La versification est l’ensemble des règles qui régissent la poésie..

 

1. Compter les syllabes

Le vers est basé sur le rythme. C’est le nombre et l’accentuation des syllabes qui vont définir ce rythme.

Pour calculer le nombre de syllabes, il faut prendre en compte toutes les syllabes sauf la syllabe avec un -e- muet en fin de vers. Le poète peut également avoir éludé un e- devant une voyelle ou un -h- muet au sein d’un vers.

Ex :      « Ce voyageur ailé, comm(e) il est gauche et veul(e) !(Baudelaire, l’Albatros).

Ce vers contient 12syllabes, le -e- de comme et de veule ne compte pas.

 

Un poème peut contenir des vers de différente longueur. Si la structure est toujours la même, on dit que les vers sont réguliers.

Si la structure est irrégulière, on dit que les vers sont libres.

 

-Un vers qui contient huit syllabes s’appelle un octosyllabe.

Ex :      « Les vases ont des fleurs de givre,(le -e- de givre est muet)

Sous la charmille aux blanc réseaux ; » (Théophile Gauthier)

-Un vers qui contient dix syllabes s’appelle un décasyllabe.

Ex :      « Il était un grand mur blanc - nu,nu, nu,

Contre le mur une échelle - haute,haute, haute,

Et par terre un hareng saur - sec,sec, sec. (Charles Cros)

-Un vers qui contient douze syllabes s’appelle un alexandrin.

Ex :      «  J’aime le son du Cor, le soir, au fond des bois,

Soit qu’il chante les pleurs de la biche aux abois, » (Alfred de Vigny)

 

2. Le rythme

 

Les vers peuvent être coupés par un signe de ponctuation. Cette coupure s’appelle une césure.

Ex :      « Je fais souvent le rêve étrange et pénétrant

D’une femme inconnue, et que j’aime, et qui m’aime, » (Verlaine, Mon rêve familier)

Si un alexandrin est coupé par la moitié, chaque partie de 6 syllabes s’appelle un hémistiche.

Ex :      « La mer est ton miroir ; tu contemples ton âme »(Baudelaire, L’homme et la mer).

 

Lorsqu’un vers se termine dans le vers suivant, cela s’appelle un enjambement.

Ex :      « « Mais à ces doux tableaux mon âme indifférente

N’éprouve devant eux ni charme ni transport ; » (Alphonse de Lamartine)

 

Les paragraphes d’un poème s’appellent les strophes.

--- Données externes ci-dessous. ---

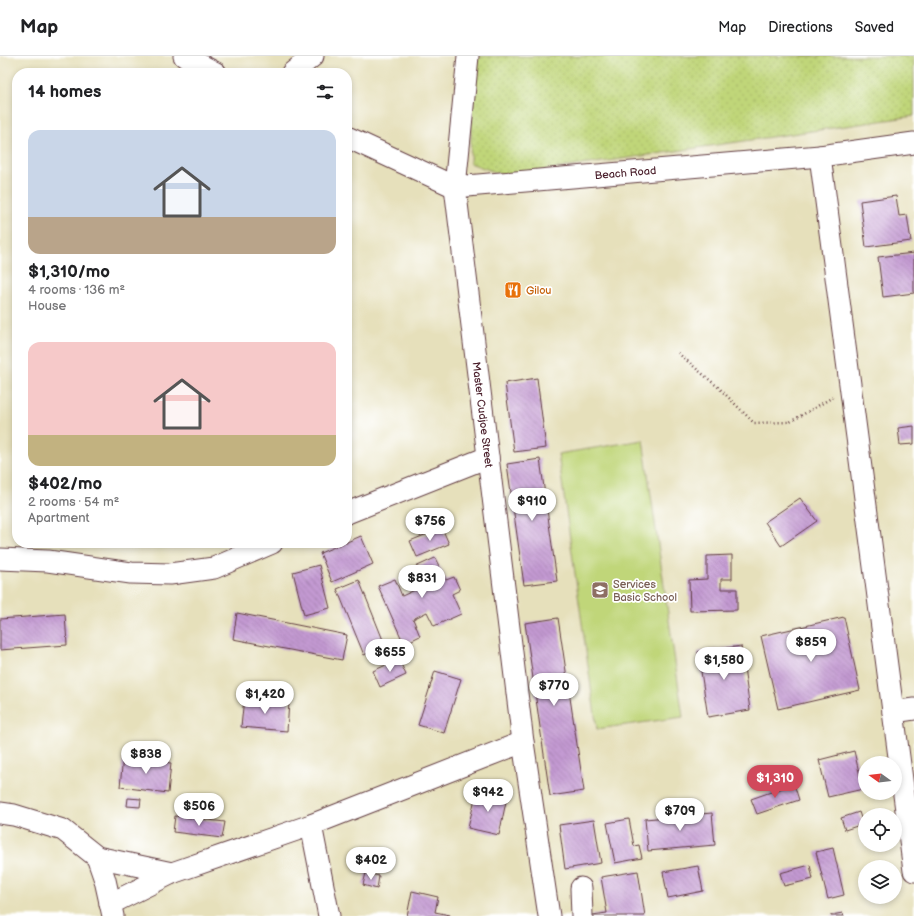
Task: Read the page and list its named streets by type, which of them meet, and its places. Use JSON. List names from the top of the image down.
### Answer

-Une strophe qui contient trois vers s’appelle un tercet.

-Une strophe qui contient quatre vers s’appelle un quatrain.

-Une strophe qui contient cinq vers s’appelle un quintile.

-Une strophe qui contient six vers s’appelle un sizain.

 

Un poème écrit en alexandrin et formé de deux quatrains et deux tercets s’appelle un sonnet.

 

3. Les rimes

Le rythme du poème est également donné par la façon dont les rimes sont faites et s’enchaînent.

 

Les rimes peuvent être suivies : aabb.

Ex :      « Le Loup vient et s’assied, les deux jambes dressées

Par leurs ongles crochus dans le sable enfoncées.

Il s’est jugé perdu, puisqu’il était surpris,

Sa retraite coupée et tous ses chemins pris, » (Alfred de Vigny, La mort du Loup)

 

Les rimes peuvent être croisées : abab.

Ex :      « Dans le bassin des Tuileries,

Le cygne s’est pris en nageant,

Et les arbres, comme aux féeries,

Sont en filigrane d’argent. » (Théophile Gauthier)

 

Les rimes peuvent être embrassées : abba.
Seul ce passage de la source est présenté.